Multiple keys produce independent blocks that are unioned. Transforms are applied before grouping.

Adaptive blocking

Static blocking with automatic sub-splitting for oversized blocks. When a block exceeds max_block_size, it splits on the highest-cardinality column within the block.

blocking:
  strategy: adaptive
  max_block_size: 5000
  keys:
    - fields: [zip]

Sorted neighborhood

Sliding window over records sorted by a key. Catches near-matches that differ by one character in the blocking key.

blocking:
  strategy: sorted_neighborhood
  window_size: 20
  sort_key:
    - column: last_name
      transforms: [lowercase, soundex]

Multi-pass blocking

Run multiple blocking passes and union the results. Best recall for noisy data.

blocking:
  strategy: multi_pass
  union_mode: true
  passes:
    - fields: [zip]
    - fields: [last_name]
      transforms: [lowercase, soundex]
    - fields: [first_name]
      transforms: [lowercase, first_token]

ANN hybrid blocking

New in v1.2.6. Combine multi-pass string blocking with ANN fallback for oversized blocks.

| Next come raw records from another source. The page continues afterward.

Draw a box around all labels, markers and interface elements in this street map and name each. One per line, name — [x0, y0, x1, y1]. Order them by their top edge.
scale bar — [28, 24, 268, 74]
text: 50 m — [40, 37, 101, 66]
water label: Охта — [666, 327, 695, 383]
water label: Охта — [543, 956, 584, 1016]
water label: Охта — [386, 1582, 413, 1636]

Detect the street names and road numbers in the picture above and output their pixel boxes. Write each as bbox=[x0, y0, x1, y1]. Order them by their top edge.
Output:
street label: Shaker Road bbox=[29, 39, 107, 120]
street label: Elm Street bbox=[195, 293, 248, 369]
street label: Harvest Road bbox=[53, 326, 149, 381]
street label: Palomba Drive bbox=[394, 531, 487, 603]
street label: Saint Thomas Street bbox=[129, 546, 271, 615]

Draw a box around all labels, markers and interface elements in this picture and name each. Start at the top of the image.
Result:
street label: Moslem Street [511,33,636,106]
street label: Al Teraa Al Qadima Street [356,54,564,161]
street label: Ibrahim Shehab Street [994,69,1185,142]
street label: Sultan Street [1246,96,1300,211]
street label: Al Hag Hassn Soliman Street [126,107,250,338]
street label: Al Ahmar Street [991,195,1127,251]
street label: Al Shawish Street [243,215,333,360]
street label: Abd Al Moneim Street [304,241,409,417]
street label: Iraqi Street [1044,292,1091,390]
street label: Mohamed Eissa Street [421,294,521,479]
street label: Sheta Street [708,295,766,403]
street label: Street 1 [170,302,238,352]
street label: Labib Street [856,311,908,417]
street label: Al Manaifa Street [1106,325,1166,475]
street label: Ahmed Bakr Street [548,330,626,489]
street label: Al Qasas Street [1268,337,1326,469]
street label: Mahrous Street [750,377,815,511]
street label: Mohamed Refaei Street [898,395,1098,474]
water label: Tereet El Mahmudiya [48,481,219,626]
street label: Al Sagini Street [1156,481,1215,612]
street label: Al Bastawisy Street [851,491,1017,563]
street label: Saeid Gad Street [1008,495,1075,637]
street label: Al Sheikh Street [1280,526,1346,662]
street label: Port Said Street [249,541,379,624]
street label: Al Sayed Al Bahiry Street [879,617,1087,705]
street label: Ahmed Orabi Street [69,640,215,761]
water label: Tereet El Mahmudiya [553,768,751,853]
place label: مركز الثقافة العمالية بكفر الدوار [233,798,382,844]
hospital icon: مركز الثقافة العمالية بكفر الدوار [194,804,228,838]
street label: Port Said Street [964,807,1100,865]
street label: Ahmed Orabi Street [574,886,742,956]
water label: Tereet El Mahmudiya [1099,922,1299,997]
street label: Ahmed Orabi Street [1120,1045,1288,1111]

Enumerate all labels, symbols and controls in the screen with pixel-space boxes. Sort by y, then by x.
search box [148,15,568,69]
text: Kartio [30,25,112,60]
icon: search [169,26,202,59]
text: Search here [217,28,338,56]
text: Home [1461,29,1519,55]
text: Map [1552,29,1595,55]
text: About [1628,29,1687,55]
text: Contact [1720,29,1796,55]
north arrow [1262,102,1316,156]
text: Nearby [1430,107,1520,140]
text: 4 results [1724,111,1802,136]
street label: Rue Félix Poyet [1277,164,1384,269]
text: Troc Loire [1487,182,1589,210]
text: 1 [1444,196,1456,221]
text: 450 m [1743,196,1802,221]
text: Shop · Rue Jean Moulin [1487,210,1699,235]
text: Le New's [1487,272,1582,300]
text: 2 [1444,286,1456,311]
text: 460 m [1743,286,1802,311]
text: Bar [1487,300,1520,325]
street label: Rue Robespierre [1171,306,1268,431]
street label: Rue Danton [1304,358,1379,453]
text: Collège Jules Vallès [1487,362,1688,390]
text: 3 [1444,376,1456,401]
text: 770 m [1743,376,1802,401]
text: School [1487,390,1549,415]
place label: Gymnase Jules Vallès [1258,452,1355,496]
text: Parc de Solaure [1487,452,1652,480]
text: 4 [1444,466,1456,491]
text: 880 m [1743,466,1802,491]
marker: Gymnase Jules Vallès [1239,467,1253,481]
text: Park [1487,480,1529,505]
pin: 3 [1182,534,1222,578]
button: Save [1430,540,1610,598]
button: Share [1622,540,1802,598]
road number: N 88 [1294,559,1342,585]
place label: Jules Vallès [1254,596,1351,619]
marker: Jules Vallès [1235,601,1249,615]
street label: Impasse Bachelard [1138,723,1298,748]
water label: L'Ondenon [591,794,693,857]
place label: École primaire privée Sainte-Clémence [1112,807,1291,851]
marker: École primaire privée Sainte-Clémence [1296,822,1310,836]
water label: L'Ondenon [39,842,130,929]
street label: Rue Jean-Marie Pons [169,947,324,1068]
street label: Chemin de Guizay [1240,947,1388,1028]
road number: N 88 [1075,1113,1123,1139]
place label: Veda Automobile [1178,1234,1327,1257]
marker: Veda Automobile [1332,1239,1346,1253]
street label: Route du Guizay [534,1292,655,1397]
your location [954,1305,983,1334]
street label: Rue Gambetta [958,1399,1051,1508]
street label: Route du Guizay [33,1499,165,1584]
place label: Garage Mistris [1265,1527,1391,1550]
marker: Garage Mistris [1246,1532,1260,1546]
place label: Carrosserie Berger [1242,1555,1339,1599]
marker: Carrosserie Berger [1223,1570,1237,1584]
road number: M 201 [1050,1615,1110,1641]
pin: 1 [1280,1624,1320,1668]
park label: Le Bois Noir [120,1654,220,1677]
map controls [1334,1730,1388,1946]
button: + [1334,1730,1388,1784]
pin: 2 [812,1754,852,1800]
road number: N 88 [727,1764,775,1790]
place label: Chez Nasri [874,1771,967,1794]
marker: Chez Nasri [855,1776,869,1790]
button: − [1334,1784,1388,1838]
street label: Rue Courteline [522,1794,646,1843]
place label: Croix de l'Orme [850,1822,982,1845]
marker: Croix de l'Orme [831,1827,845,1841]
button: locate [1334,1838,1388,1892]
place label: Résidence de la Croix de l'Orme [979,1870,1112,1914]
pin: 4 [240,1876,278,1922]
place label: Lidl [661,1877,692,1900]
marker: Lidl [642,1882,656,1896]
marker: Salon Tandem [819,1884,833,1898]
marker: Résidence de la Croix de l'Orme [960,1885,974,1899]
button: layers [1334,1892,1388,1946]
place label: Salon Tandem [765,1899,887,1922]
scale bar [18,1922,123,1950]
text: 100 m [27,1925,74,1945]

When a block exceeds max_block_size and would normally be skipped, GoldenMatch embeds only the unique text values in that block and uses FAISS to create smaller sub-blocks.

blocking:
  strategy: multi_pass
  passes:
    - fields: [model_desc, state]
      transforms: [lowercase, strip]
    - fields: [base_model]
      transforms: [lowercase, soundex]
  max_block_size: 1000
  skip_oversized: true
  ann_column: description_text     # enables ANN fallback
  ann_top_k: 20

How it works:

Multi-pass blocking creates string-based blocks (fast, handles most data)
Blocks exceeding max_block_size trigger ANN fallback instead of being skipped
ANN embeds only unique text values (e.g., 61K records with 187 unique texts = seconds)
FAISS finds nearest neighbors among unique texts, Union-Find creates sub-blocks
Sub-blocks still exceeding max_block_size (after 10x cap) are skipped

On the Bulldozer dataset (401K rows), this recovered 363 sub-blocks from 15 oversized blocks that would otherwise be skipped, matching 949 additional records. Requires Vertex AI (GOLDENMATCH_GPU_MODE=vertex) or local sentence-transformers for embedding.

ANN blocking

Use FAISS approximate nearest-neighbor search on sentence-transformer embeddings. Requires pip install goldenmatch[embeddings].

blocking:
  strategy: ann
  ann_column: description
  ann_model: all-MiniLM-L6-v2
  ann_top_k: 20

ann_pairs is a faster variant (50—100x) that returns direct pairs instead of block groups:

blocking:
  strategy: ann_pairs
  ann_column: title
  ann_top_k: 20

SimHash (semantic) blocking

New in #1082. Bucket records by semantic near-duplication. SimHash embeds a text column, projects each embedding through num_planes random hyperplanes into a 0/1 signature, then bands the signature into LSH buckets. Records whose embeddings are cosine-near collide in a band and become candidates. This catches paraphrases that share meaning but little surface text, where the lexical lsh strategy (word/char-shingle MinHash) only catches shared shingles.

blocking:
  strategy: simhash
  simhash:
    column: description   # the text column to embed
    num_planes: 256       # hyperplane count = SimHash signature length
    num_bands: 32         # band count (must divide num_planes)
    seed: 0               # deterministic plane set
    # threshold: 0.85     # alternative to num_bands: picks the band/row split
    # model: inhouse      # embedder; defaults to the in-house ER embedder

Provide either num_bands or threshold (not both required; num_bands wins if you set both). More bands means looser blocking (higher recall, more candidates); fewer bands is tighter. The default embedder is the zero-config in-house model, so SimHash works without external credentials; set model to use a configured provider. For a text corpus (a column of long free text), auto-config picks simhash automatically when an embedder is reachable, and falls back to the lexical lsh strategy when it is not. So dedupe_df(corpus) selects the semantic near-dup path with no config when embeddings are available. SimHash buckets dense embeddings; the lexical lsh strategy (MinHash) buckets sparse shingle sets. Use SimHash for semantic paraphrase, lsh for lexical near-dups.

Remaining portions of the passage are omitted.